By Bernie on 11 Jun 2012
Nikki Cox, of TV's Las Vegas
Photo Credit: Rupert Holmes Website
In my article 13 Things that tick me off in the Movies I complained about screen writers that do everything right in regard to plot, characters, and scenery but ruin the verisimilitude by inserting absurdities into the script.
For example, I must have seen dozens of movies where someone lights a match under a fire sprinkler which sets off all the sprinklers. This is nonsense. Only the sprinkler directly above a flame actually shoots out any water. I have seen a film where smoke and not heat actually sets off the entire sprinkler system. Then there's the really idiotic TV episode where simply pulling a fire alarm sets off all the sprinklers.
These absurdities always grate on my nerves. How stupid do they think we are?
Don't get me wrong - I can accept warp speed in Star Trek or instantaneous communication over millions of miles. It wouldn't be fun waiting light years for an interstellar conversation to finish. Nonetheless, certain mistakes are just plain stupid.

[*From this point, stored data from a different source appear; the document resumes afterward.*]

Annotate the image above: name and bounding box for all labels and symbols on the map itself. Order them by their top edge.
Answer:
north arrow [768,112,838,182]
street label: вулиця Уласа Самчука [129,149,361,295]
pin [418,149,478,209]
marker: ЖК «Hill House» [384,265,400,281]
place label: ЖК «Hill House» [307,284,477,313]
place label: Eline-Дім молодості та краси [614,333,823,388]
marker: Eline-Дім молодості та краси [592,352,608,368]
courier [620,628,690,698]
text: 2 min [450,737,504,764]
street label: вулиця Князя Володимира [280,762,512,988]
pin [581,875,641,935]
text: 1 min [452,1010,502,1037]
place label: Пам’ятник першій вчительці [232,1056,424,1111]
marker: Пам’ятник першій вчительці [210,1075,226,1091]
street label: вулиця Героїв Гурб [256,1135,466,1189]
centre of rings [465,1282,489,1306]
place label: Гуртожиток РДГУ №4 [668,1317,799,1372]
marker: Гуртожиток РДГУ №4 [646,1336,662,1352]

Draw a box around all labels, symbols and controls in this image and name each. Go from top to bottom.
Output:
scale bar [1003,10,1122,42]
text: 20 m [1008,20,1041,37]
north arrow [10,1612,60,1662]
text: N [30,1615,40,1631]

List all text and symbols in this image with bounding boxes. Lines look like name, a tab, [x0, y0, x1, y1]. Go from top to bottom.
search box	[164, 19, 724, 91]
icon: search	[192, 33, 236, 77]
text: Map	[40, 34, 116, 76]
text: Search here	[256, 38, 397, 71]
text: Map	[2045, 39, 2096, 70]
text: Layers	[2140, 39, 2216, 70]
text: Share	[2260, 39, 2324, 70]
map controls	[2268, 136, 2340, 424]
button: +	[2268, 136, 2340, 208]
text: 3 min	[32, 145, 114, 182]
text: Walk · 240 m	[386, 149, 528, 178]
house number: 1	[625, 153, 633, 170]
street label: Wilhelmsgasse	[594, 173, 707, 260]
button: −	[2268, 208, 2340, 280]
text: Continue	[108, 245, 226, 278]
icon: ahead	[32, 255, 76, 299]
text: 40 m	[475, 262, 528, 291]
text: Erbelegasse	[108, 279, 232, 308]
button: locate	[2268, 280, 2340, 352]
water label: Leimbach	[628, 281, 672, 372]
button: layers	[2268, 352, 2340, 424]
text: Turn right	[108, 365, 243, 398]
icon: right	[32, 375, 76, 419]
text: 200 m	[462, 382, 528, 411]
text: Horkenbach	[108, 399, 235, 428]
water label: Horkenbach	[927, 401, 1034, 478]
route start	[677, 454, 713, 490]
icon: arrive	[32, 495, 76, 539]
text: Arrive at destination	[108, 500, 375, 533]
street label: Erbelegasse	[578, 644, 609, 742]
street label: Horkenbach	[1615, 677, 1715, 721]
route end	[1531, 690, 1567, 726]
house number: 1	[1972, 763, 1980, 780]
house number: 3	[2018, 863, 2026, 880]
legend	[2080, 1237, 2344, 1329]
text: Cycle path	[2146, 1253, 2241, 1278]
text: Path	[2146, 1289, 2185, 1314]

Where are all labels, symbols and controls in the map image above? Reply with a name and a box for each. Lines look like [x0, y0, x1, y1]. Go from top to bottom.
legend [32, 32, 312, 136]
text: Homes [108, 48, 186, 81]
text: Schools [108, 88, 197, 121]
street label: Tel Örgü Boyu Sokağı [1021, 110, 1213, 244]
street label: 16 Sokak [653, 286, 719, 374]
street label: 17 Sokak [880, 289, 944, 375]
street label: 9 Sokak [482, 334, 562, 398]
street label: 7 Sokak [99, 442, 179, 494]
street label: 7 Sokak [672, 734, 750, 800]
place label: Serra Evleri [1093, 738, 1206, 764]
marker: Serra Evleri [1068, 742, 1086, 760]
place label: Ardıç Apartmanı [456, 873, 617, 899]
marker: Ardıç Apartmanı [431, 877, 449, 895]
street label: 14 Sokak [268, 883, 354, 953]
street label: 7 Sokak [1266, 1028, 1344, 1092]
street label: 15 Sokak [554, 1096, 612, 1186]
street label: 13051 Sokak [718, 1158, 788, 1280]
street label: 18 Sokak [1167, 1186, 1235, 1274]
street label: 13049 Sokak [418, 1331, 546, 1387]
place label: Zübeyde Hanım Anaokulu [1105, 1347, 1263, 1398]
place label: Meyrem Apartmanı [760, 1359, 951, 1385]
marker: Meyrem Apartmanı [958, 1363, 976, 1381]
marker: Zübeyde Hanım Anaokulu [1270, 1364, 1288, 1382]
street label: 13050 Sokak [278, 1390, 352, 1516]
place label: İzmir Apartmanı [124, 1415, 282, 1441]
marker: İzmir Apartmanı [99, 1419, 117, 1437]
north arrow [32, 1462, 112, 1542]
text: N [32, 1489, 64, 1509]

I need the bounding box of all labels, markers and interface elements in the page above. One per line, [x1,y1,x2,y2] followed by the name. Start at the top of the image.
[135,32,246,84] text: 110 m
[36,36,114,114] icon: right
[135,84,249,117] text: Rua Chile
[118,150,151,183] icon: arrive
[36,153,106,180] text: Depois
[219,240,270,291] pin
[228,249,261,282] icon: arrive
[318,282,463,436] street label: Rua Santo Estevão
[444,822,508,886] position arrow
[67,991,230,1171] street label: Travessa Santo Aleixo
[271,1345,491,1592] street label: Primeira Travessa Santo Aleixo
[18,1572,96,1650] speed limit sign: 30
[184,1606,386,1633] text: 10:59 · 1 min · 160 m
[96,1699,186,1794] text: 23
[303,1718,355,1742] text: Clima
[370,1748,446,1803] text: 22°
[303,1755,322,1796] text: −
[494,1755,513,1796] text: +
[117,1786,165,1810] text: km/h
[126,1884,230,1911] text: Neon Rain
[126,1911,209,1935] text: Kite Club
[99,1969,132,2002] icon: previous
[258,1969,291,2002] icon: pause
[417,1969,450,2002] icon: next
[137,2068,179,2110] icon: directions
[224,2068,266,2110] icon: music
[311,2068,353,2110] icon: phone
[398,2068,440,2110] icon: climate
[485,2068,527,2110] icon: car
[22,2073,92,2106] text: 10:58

I missed it when it was first aired but lately I started watching reruns of the TV series Las Vegas on TNT. However this evening a number of silly things disrupted my enjoyment of the show.
In Episode 3 of Season 5 "The Glass Is Always Cleaner" a lawyer announces to one of the characters that a 1905 Morgan Silver Dollar was left to her in a will. OK, I let that slide, there were no Morgan silver dollars minted in 1905. Then the lawyer announced that it was worth at least $120,000. Now I'm starting to get annoyed. Let's assume for the moment that the US mint actually produced a few thousand 1905 Morgans. Since none have ever surfaced all these years a genuine 1905 would be worth millions, if not tens of millions of dollars.
[Update: In a subsequent episode I heard them mention 1895 so I went back and re-viewed this episode - it seems I misheard - it was actually an 1895 Morgan which I should have realized when the lawyer said that 12,000 were minted. That will teach me to watch TV while my grandchild is playing with his toys.]
After a while I calmed down. But not for long. This time the fault may not be with the script writer but rather the special audio effects team.
In the episode the lawyer, after pretending the Morgan silver dollar was stolen, drops it on the casino floor as he's checking out. The sound it makes when it hits the floor is completely wrong. It's the dull, lifeless sound of tin thwacking the floor; certainly not the vibrant, resonance of silver.
Silver when it hits the ground makes a warm, loving, lingering sound not unlike flicking a finger against fine crystal. It rings the air. I don't understand - I would think that any decent sound effects library would contain the sound of a silver coin dropping as opposed to one made out of some base metal.
No professionalism anymore. Very sad.